Discours de la ministre des Transports, l’honorable Lisa Raitt, s’exprimant au nom du ministre Baird, à la 38e session de l’Assemblée de l’Organisation de l’aviation civile internationale

Le 24 septembre 2013 - Montréal (Québec)

Sous réserve de modifications

Monsieur le Président, Monsieur le Secrétaire général.

Madame la Première ministre, Monsieur le Maire.

Messieurs les ministres du Transport, chefs de délégations, amis et distingués invités.

Au nom du gouvernement du Canada, j’ai l’immense plaisir de vous accueillir à Montréal, l’une des plus belles villes du monde ainsi que l’emplacement naturel de cette importante institution.

Il y a 69 ans, en 1944, l’OACI [Organisation de l’aviation civile internationale] a été créée pour promouvoir le développement sûr et ordonné de l’aviation civile internationale dans le monde. Les membres fondateurs, dont le Canada, se sont engagés à défendre le principe selon lequel l’OACI pourrait contribuer grandement à préserver, entre les nations et les peuples du monde, l’amitié et la compréhension par l’entremise du développement de l’aviation civile et des avantages qui en découlent.

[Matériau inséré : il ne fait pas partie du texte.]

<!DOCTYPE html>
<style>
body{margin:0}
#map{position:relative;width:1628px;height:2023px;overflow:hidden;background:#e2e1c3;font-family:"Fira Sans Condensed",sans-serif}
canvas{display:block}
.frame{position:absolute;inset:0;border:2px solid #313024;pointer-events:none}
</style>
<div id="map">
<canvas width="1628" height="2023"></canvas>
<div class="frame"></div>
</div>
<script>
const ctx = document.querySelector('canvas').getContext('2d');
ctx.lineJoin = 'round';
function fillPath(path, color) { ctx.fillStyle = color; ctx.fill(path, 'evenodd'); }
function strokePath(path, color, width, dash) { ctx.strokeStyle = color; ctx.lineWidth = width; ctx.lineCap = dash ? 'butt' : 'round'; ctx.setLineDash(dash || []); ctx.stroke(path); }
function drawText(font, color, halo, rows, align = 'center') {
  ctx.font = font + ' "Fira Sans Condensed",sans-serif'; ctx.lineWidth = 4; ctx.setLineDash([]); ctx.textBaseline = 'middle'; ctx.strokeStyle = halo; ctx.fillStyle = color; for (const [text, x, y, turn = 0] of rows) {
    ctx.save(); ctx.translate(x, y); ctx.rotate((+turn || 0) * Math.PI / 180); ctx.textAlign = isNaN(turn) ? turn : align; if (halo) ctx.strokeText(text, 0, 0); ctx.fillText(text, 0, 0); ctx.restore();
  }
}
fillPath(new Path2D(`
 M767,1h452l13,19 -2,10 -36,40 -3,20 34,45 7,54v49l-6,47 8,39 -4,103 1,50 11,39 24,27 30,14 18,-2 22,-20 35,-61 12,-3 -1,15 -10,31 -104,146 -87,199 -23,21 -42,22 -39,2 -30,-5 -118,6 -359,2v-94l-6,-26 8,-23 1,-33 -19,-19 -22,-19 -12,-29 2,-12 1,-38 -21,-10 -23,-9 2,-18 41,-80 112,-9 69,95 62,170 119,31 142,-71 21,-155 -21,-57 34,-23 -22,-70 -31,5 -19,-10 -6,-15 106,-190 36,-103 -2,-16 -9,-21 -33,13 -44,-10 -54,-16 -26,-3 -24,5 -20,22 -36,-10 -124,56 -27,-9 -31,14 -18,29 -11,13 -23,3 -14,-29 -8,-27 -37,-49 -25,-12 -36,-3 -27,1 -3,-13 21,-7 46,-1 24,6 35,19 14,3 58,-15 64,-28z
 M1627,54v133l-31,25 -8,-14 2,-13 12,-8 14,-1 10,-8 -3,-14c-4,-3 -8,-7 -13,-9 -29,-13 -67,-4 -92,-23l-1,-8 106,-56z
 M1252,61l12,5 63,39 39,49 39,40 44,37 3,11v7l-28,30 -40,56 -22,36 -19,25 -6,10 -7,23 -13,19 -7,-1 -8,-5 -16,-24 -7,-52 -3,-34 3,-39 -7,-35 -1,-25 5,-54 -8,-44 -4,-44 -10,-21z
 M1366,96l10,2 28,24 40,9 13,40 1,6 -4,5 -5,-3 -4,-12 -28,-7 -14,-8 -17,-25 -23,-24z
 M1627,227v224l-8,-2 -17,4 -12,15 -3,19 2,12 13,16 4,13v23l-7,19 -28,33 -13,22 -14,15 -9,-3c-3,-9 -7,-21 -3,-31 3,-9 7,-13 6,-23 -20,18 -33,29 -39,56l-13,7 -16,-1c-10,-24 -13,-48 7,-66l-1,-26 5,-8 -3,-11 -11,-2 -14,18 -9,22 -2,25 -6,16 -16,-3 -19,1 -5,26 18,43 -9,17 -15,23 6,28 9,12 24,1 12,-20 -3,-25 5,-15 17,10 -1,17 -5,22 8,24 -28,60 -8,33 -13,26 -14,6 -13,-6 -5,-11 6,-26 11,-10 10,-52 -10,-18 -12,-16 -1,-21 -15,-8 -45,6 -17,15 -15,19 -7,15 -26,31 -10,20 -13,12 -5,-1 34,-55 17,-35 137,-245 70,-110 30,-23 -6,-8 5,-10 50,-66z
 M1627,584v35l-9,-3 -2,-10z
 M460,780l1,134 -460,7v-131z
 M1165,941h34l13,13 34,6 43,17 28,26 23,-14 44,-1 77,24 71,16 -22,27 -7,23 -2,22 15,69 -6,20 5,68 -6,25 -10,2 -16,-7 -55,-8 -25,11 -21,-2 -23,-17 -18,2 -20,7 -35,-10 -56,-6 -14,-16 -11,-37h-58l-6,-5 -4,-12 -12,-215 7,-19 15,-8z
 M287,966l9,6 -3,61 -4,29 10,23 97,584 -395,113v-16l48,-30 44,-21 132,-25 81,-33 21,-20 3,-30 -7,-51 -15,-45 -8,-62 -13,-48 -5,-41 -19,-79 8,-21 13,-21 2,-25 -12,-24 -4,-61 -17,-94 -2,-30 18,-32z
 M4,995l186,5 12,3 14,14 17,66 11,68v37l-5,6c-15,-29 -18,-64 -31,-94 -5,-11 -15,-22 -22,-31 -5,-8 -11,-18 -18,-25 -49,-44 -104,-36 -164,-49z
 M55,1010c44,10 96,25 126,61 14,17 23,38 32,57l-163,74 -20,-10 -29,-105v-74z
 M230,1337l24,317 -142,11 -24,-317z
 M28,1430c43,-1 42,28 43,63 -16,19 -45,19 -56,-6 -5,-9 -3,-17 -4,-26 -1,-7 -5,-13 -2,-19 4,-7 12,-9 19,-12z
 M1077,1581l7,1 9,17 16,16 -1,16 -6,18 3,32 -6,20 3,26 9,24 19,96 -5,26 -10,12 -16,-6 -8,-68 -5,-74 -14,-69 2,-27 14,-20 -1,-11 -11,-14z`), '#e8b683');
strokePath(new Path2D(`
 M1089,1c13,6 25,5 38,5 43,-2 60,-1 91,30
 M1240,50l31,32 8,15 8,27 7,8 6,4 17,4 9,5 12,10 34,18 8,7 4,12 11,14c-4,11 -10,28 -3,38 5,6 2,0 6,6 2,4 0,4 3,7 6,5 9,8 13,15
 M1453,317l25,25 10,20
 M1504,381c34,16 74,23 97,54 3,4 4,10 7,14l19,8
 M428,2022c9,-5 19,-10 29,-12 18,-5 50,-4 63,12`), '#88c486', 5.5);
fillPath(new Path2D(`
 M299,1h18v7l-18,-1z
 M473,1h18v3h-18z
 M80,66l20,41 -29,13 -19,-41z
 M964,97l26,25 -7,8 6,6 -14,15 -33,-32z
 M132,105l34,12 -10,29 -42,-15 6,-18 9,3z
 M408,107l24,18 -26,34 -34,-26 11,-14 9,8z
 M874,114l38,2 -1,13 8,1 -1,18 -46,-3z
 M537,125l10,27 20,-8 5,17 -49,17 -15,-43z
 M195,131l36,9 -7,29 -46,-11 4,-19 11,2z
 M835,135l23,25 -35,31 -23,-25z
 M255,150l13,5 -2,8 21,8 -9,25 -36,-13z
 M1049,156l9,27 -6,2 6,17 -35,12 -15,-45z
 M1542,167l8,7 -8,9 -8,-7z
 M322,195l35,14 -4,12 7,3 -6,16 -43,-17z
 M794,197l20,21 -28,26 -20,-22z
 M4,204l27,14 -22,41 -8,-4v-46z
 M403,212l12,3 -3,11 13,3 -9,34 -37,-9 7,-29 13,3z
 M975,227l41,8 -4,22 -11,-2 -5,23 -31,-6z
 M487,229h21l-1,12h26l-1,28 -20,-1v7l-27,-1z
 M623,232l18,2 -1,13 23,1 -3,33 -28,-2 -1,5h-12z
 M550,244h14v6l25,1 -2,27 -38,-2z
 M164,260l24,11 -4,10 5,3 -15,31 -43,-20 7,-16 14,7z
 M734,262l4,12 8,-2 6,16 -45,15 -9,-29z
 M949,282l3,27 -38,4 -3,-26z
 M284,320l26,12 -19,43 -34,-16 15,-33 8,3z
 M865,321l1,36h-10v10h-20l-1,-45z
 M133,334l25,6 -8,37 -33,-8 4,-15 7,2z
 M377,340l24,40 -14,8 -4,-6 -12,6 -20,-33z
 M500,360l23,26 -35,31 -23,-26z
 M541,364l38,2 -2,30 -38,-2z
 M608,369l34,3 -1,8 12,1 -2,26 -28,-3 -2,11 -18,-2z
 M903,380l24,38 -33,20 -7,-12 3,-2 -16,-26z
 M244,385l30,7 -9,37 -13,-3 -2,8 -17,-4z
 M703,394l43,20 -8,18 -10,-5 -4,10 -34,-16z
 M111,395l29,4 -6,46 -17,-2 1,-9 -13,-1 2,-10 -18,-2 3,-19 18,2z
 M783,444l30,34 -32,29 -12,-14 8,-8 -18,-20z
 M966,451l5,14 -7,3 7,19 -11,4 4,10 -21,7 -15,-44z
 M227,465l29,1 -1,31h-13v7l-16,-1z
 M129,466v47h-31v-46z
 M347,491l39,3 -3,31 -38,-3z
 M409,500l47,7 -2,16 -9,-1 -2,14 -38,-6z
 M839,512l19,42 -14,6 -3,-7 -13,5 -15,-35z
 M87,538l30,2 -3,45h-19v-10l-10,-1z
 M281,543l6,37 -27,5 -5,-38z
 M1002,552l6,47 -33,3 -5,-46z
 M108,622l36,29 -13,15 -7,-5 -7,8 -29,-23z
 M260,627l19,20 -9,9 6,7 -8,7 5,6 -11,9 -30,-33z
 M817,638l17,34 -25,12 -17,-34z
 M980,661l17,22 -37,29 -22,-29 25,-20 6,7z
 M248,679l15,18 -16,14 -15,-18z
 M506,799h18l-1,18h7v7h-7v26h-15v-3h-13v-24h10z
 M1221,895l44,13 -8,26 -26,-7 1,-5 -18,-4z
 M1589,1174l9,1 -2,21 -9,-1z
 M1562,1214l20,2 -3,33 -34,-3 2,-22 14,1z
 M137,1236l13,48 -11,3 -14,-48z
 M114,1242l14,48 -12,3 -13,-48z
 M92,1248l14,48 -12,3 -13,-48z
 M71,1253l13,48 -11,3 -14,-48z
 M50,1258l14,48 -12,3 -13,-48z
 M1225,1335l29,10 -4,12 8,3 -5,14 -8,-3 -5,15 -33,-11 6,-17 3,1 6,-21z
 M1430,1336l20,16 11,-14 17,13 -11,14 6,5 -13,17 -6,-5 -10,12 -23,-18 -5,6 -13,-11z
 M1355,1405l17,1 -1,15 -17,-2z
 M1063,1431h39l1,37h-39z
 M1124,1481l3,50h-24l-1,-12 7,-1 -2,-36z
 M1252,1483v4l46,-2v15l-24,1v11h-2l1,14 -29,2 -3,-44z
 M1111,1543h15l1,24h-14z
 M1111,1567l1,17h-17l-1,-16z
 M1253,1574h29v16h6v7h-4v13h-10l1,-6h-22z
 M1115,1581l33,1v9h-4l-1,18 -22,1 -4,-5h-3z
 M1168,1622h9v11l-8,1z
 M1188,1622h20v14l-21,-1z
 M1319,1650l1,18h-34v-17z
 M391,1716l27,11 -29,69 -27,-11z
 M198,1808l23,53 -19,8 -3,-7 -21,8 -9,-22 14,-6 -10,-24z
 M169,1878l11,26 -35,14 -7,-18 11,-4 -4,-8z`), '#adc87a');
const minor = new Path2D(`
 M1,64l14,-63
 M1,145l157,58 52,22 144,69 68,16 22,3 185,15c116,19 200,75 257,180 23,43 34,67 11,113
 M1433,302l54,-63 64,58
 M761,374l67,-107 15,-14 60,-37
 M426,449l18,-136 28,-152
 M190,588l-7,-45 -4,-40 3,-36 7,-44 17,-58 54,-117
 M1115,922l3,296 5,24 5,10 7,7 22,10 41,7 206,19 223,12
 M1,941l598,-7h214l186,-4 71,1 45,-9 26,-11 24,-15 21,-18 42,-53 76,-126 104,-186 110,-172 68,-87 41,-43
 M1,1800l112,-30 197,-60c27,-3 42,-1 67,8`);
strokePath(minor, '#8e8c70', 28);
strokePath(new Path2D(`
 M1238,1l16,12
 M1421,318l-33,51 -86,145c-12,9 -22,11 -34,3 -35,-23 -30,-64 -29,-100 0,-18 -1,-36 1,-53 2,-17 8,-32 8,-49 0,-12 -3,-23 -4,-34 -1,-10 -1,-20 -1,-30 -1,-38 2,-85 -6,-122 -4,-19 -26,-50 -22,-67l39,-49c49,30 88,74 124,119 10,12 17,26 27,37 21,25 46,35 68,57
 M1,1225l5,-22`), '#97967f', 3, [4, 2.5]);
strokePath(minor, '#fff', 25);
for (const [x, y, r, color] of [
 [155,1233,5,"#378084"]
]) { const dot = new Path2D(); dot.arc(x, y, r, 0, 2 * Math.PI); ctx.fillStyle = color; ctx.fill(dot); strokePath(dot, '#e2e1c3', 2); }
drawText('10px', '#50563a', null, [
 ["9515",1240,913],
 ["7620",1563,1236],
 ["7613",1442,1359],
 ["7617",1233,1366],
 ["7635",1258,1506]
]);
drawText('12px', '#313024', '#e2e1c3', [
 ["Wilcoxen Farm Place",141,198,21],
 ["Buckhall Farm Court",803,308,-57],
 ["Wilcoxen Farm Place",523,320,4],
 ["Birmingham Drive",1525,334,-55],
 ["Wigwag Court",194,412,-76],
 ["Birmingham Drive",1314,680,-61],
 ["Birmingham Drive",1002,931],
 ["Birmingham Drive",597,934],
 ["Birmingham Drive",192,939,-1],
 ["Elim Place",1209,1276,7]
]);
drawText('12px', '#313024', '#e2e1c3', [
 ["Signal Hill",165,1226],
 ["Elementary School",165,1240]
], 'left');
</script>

Quiconque a bénéficié de l’aviation a aussi tiré parti de la collaboration mondiale et de la mise en commun des idées et des innovations en matière de politiques et de réglementation qui se tiennent dans cette ville et dans cet édifice, ainsi que des industries et des entreprises qui ont élu domicile à Montréal.

Nous savons tous que d’importantes discussions auront lieu et que de grandes décisions seront prises au cours des deux prochaines semaines, à l’occasion de cette assemblée triennale.

Durant une grande partie de l’histoire de l’OACI, l’aviation civile a joué un rôle important dans le soutien de l’économie mondiale. Lorsque l’industrie aéronautique est en difficulté, il en va souvent de même pour l’économie mondiale.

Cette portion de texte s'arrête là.